Tuesday, September 19, 2017

The purest form of gastronomy is Tea

(This is an improved translation of an article I published in French a few days ago.) The way we practice skilled tea is gastronomy in its purest form. Tea and gastronomy are both rooted in desire rather than in need. We practice them because we want and love to, not just because we have to. Where gastronomy is the sublimation of hunger, tea sublimes thirst. These two primary needs, hunger and thirst, have the same origin: the constant regeneration need of the body. Hunger is more painful than thirst, but it's possible to survive much longer without eating than without drinking. And while it's possible to eat a little more when you are not hungry, there won't be much pleasure. It's still very important to feel hungry in order to arouse a desire for good food. Thirst, on the other hand, is such a fundamental need for the body that it's almost always possible to drink without feeling thirsty. So, if satiety kills the desire for gastronomy, quenching one's thirst doesn't suppress the desire for tea. There's always space for a small cup of tea! The desire for tea is therefore more sublime, because it exists beyond thirst.

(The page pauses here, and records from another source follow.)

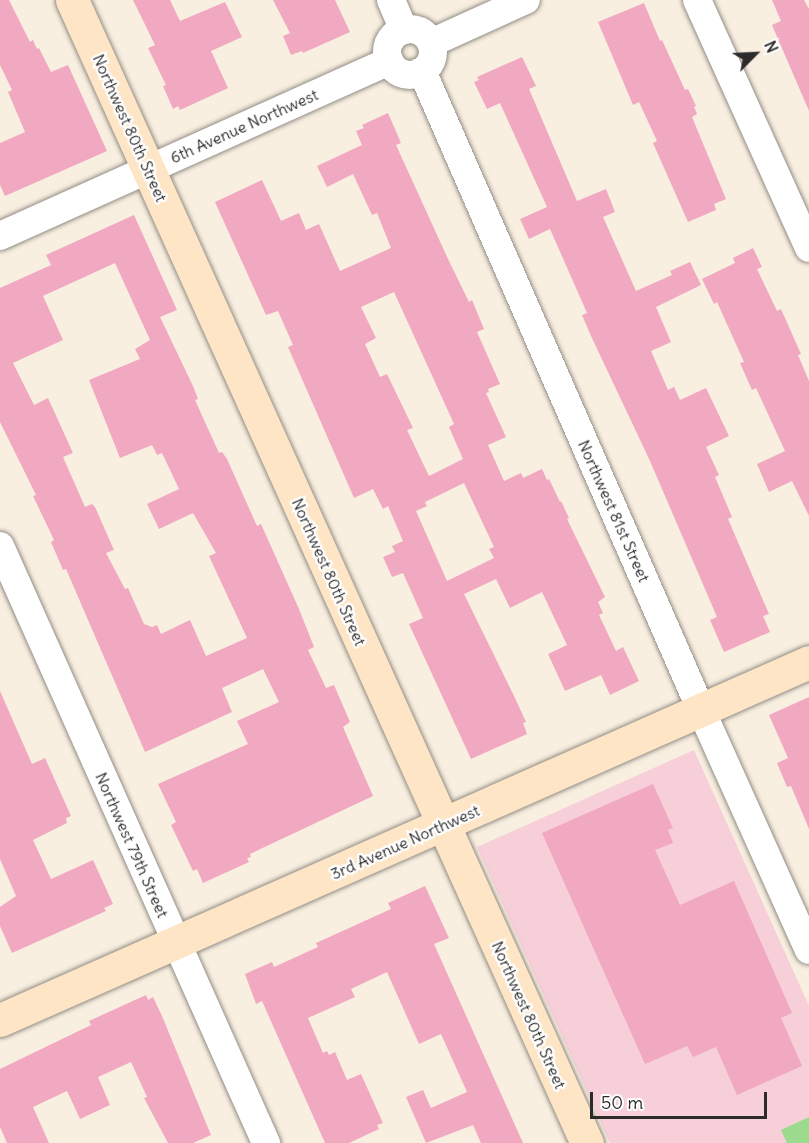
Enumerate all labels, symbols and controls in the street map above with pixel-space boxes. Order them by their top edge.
north arrow [725,24,785,84]
text: N [760,38,783,56]
street label: Northwest 80th Street [89,51,171,205]
street label: 6th Avenue Northwest [167,85,321,167]
street label: Northwest 81st Street [574,437,654,585]
street label: Northwest 80th Street [288,495,370,649]
street label: Northwest 79th Street [91,769,173,921]
street label: 3rd Avenue Northwest [328,801,482,883]
street label: Northwest 80th Street [488,938,570,1092]
scale bar [593,1080,770,1118]
text: 50 m [601,1091,643,1114]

For foodies, quality is more important than quantity. A good meal isn't judged by the number of calories or by the number of spoons we ingest, but by the quality of the feelings the food generates. For the best teas, it's also not the number of brews that matters. Sometimes, a single cup is enough to satisfy us immensely. In both cases, we pay attention to the quality of the main ingredients that come from specific origins. They are grown in harmony with nature, then they are harvested and transformed by traditional means by skilled farmers. But while the number of ingredients in a recipe is often 10 or more, a tea session only requires one type of tea leaves and good water. It's that simple and pure!
After the ingredients, let's turn our attention to the preparation. Here again, the recipe of tea is extremely simple compared to food: add very hot water to the leaves, let them brew and serve! But every detail has its importance. How many leaves? What water temperature? Should I preheat or rinse? How long should the tea brew? What tea vessel and tea cup should you use? There's no consensus, even tea experts. All this depends on the tea you are brewing and the flavors you wish to highlight. This fine tuning requires the same experience and skill as a good cook. 2 persons may follow the same detailed food recipe, but the result will never be exactly the same. The difference between good and excellent is how well you are able to adapt to circumstances and feel when it's ready. For tea this is very much the case, because with its very simple recipe, tea gives the brewer the most freedom to use his skills and experience. 
In today's virtual world, there's a new found pleasure in creating something with your hand that you can feel and even eat or drink. But creating a meal takes time and experience and so, many people choose to skip this pleasure and go to the restaurant instead or reheat something prepared by someone else. Making a tea is much less daunting or time consuming. And it may teach people the pleasure and magic of cooking: combining 2 or more ingredients with heat.

For all these reasons, tea is the purest form of gastronomy. You can brew tea whenever you want, at any time of the day. It's zero calorie! And the cost for the leaves for a tea session only rarely exceeds that of a hamburger! So, even though tea has an elitist reputation, it is a healthy and simple food pleasure for all!
Note: the pictures for this article show various roasted Oolongs I brewed recently.